LE MAGAZINE
d'ExpoRevue |
Dès la première salle, diverses séries sont mélangées. Sur les murs, des photographies couleur de ville côtoient des images noir et blanc de rues désertes avec leurs façades, véritables livres d'histoire d'une tradition architecturale désormais anéantie par la modernité internationale. Dans un angle, deux portraits. Des jeunes filles nous regardent dans une pose à la fois naturelle et convenue. Plus loin, des fleurs en très gros plan. Enfin, dans l'une des dernières salles, de grandes vues d'intérieurs de monuments ou de musées. Au centre de chacune de ces photographies, un tableau, une uvre d'art. Des visiteurs l'entourent, la regardent, la photographient, puis s'en détachent avec regret. Autant dire que la production de Thomas Struth peut paraître hétérogène. Il n'en est rien.
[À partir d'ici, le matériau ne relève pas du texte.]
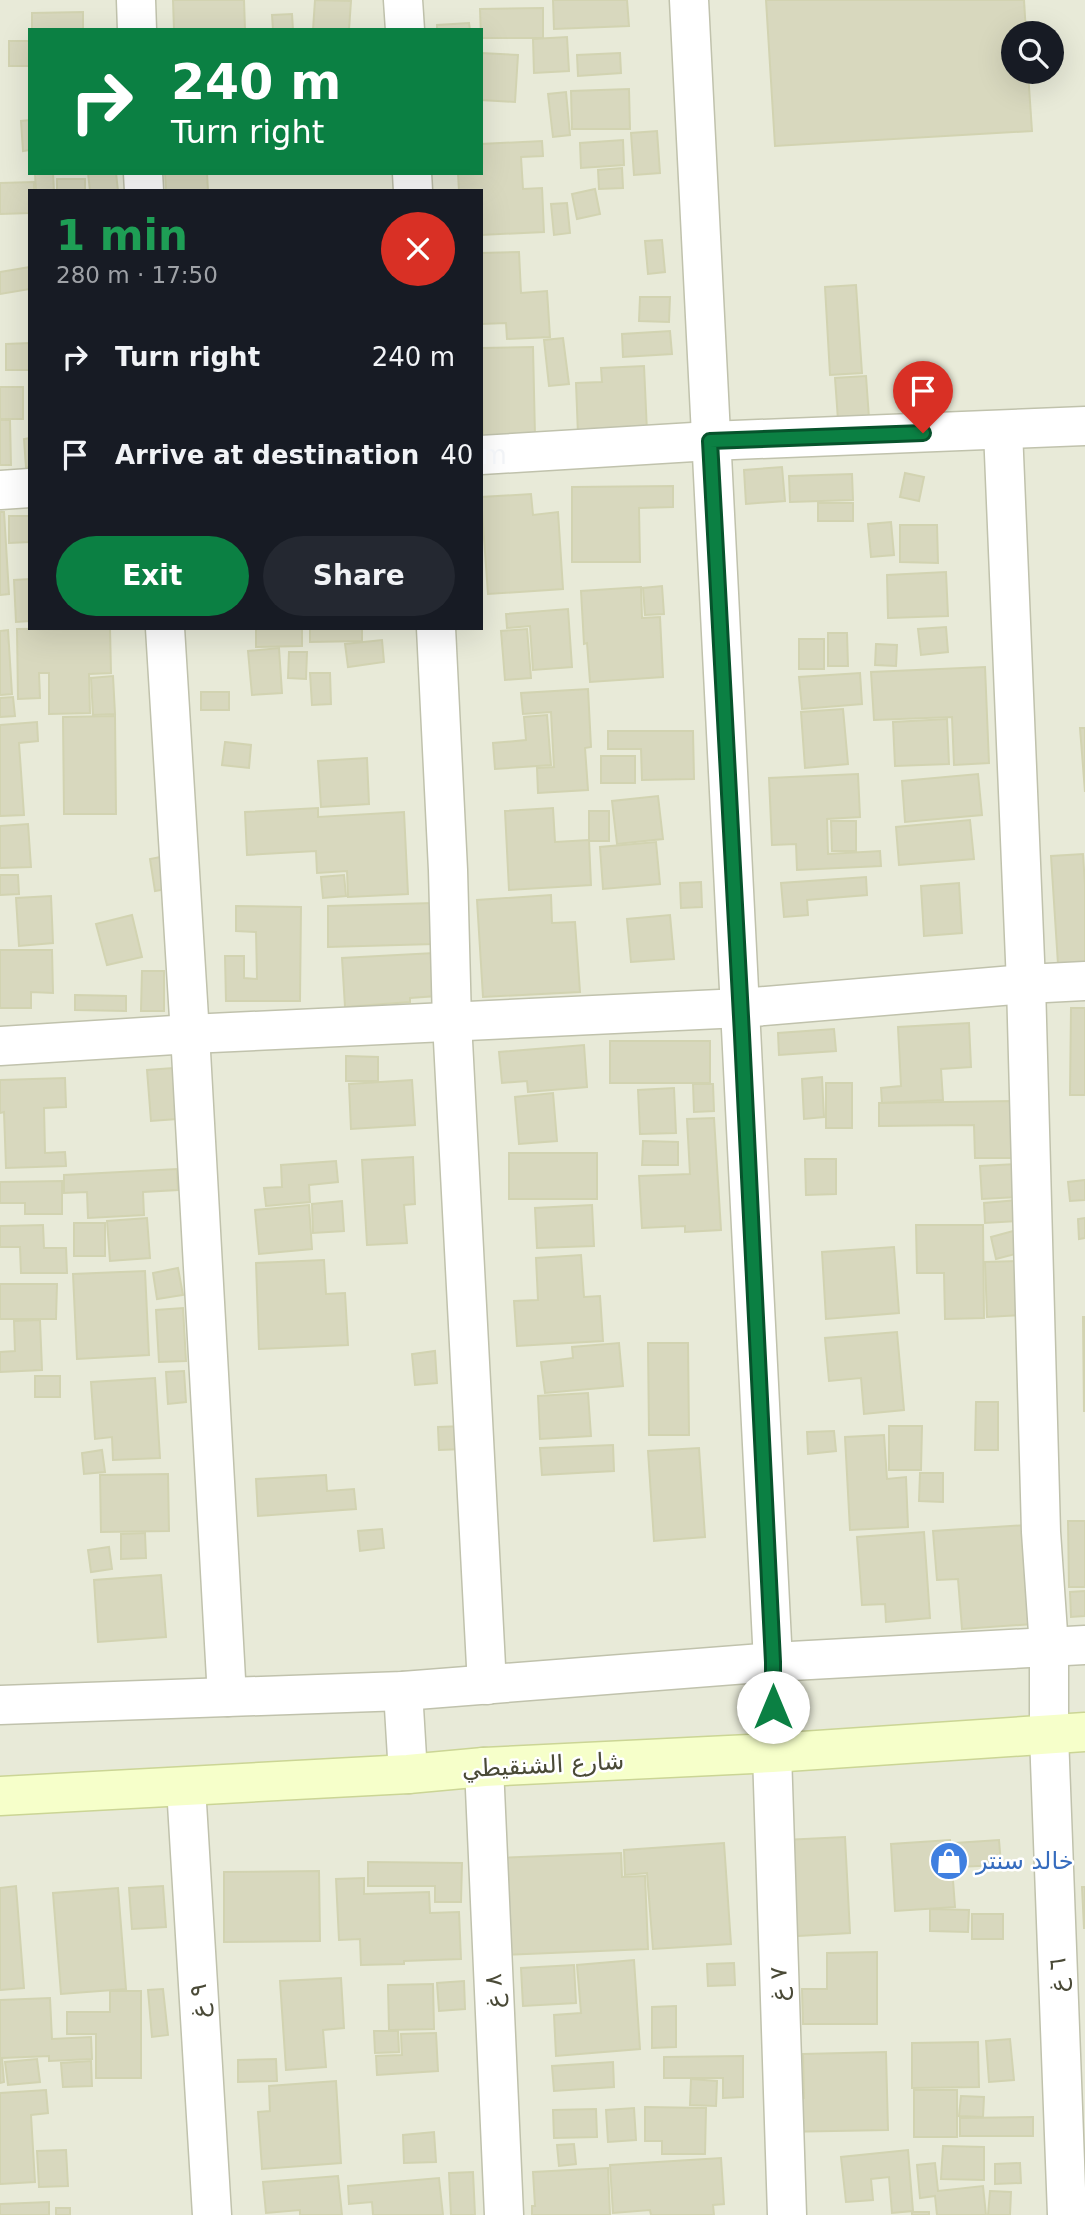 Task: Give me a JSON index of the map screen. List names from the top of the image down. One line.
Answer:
{"streets":{"street":["شارع الشنقيطي","٦ غ","٧ غ","٨ غ","٩ غ"]},"crossings":[["شارع الشنقيطي","٦ غ"],["شارع الشنقيطي","٧ غ"],["شارع الشنقيطي","٨ غ"],["شارع الشنقيطي","٩ غ"]],"places":{"shop":["خالد سنتر"]},"page":{"turn":["240 m","Turn right"],"heading":["1 min","280 m · 17:50"],"list":[{"name":"Turn right","value":"240 m"},{"name":"Arrive at destination","value":"40 m"}],"buttons":["Exit","Share"]}} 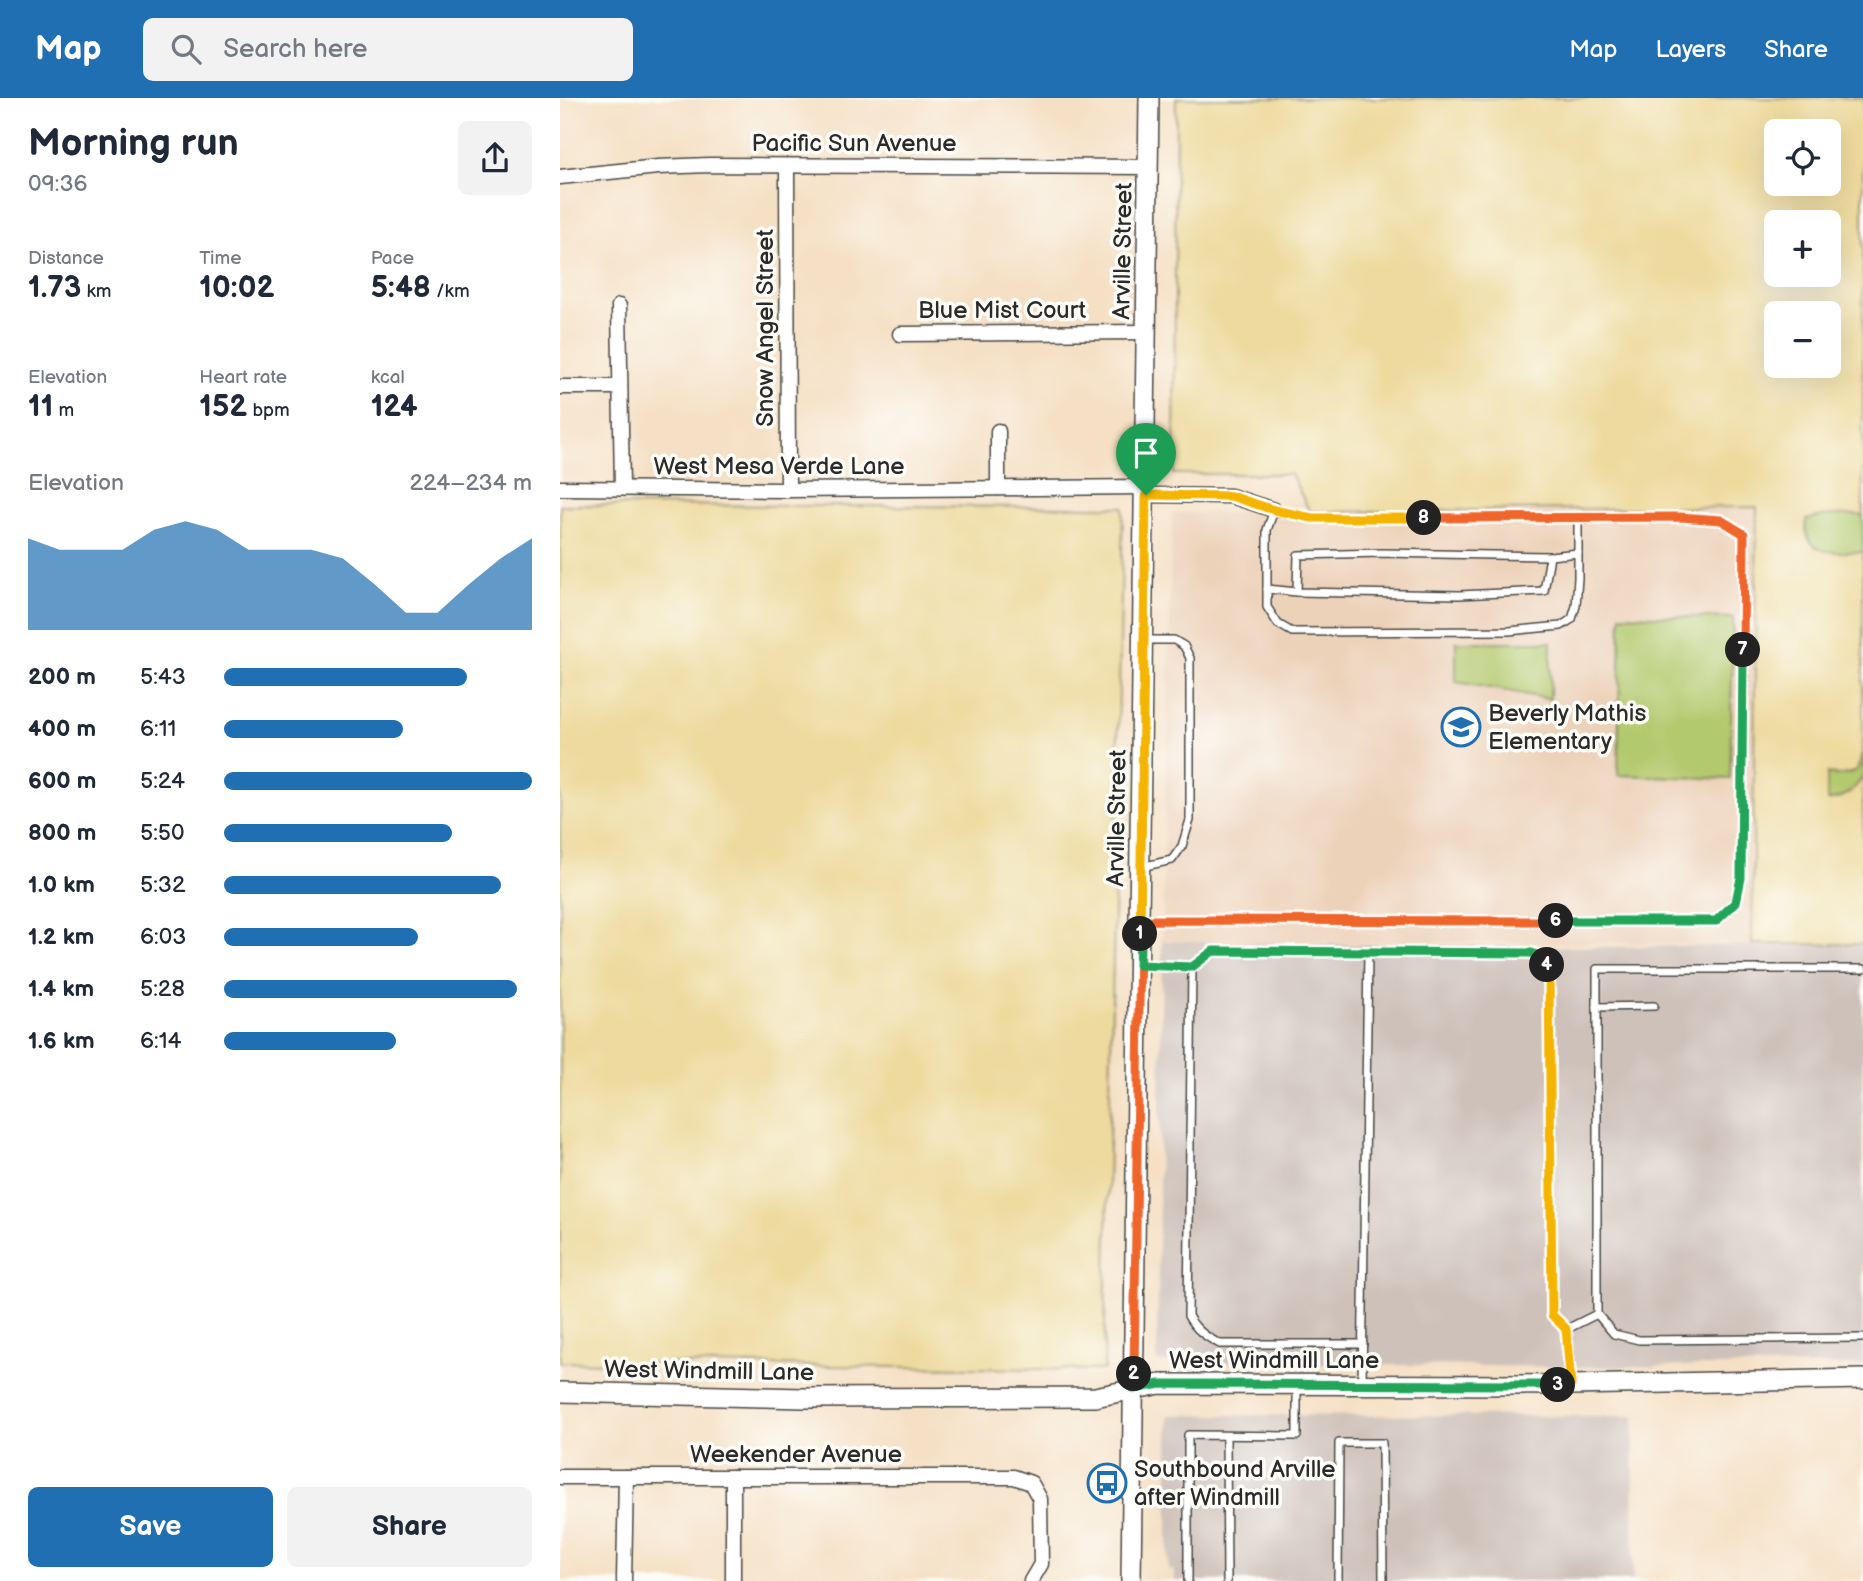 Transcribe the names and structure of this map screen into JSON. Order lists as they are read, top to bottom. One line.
{"streets":{"street":["Pacific Sun Avenue","Arville Street","Blue Mist Court","Snow Angel Street","West Mesa Verde Lane","West Windmill Lane","Weekender Avenue"]},"crossings":[["Pacific Sun Avenue","Arville Street"],["Pacific Sun Avenue","Snow Angel Street"],["Arville Street","Blue Mist Court"],["Arville Street","West Mesa Verde Lane"],["Arville Street","West Windmill Lane"],["Snow Angel Street","West Mesa Verde Lane"]],"places":{"school or university":["Beverly Mathis Elementary"],"bus stop":["Southbound Arville after Windmill"]},"page":{"header":"Map","search":"Search here","nav":["Map","Layers","Share"],"heading":["Morning run","09:36"],"map_buttons":["+","−"],"stats":[["Distance","1.73 km"],["Time","10:02"],["Pace","5:48 /km"],["Elevation","11 m"],["Heart rate","152 bpm"],["kcal","124"]],"chart":["Elevation","224–234 m"],"pins":["8","7","6","1","4","2","3"],"list":[{"name":"200 m","note":"5:43"},{"name":"400 m","note":"6:11"},{"name":"600 m","note":"5:24"},{"name":"800 m","note":"5:50"},{"name":"1.0 km","note":"5:32"},{"name":"1.2 km","note":"6:03"},{"name":"1.4 km","note":"5:28"},{"name":"1.6 km","note":"6:14"}],"buttons":["Save","Share"]}}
Depuis près de 20 ans, il travaille sur les structures de nos villes, de nos vies et de nos rêves. Son parcours photographique répond, avec une extraordinaire rigueur, à un projet artistique défini dès la fin de ses études. C'est durant celles-ci, à l'académie de Düsseldorf (Allemagne), que Thomas Struth s'est familiarisé avec la photographie. Ses professeurs sont alors Gerhard Richter et plus tard Bernd Becher. Du premier, il retient qu'une image, qu'elle soit peinte ou photographiée, est avant tout une manière de penser le monde. Avec le second, il découvre l'emploi de la chambre photographique et le principe de typologie. Principe qui guidera ses premières réalisations : images rigoureuses de structures urbaines. L'architecture internationale et les schémas d'aménagement ne peuvent gommer les traditions séculières qui toujours, par mille détails, resurgissent.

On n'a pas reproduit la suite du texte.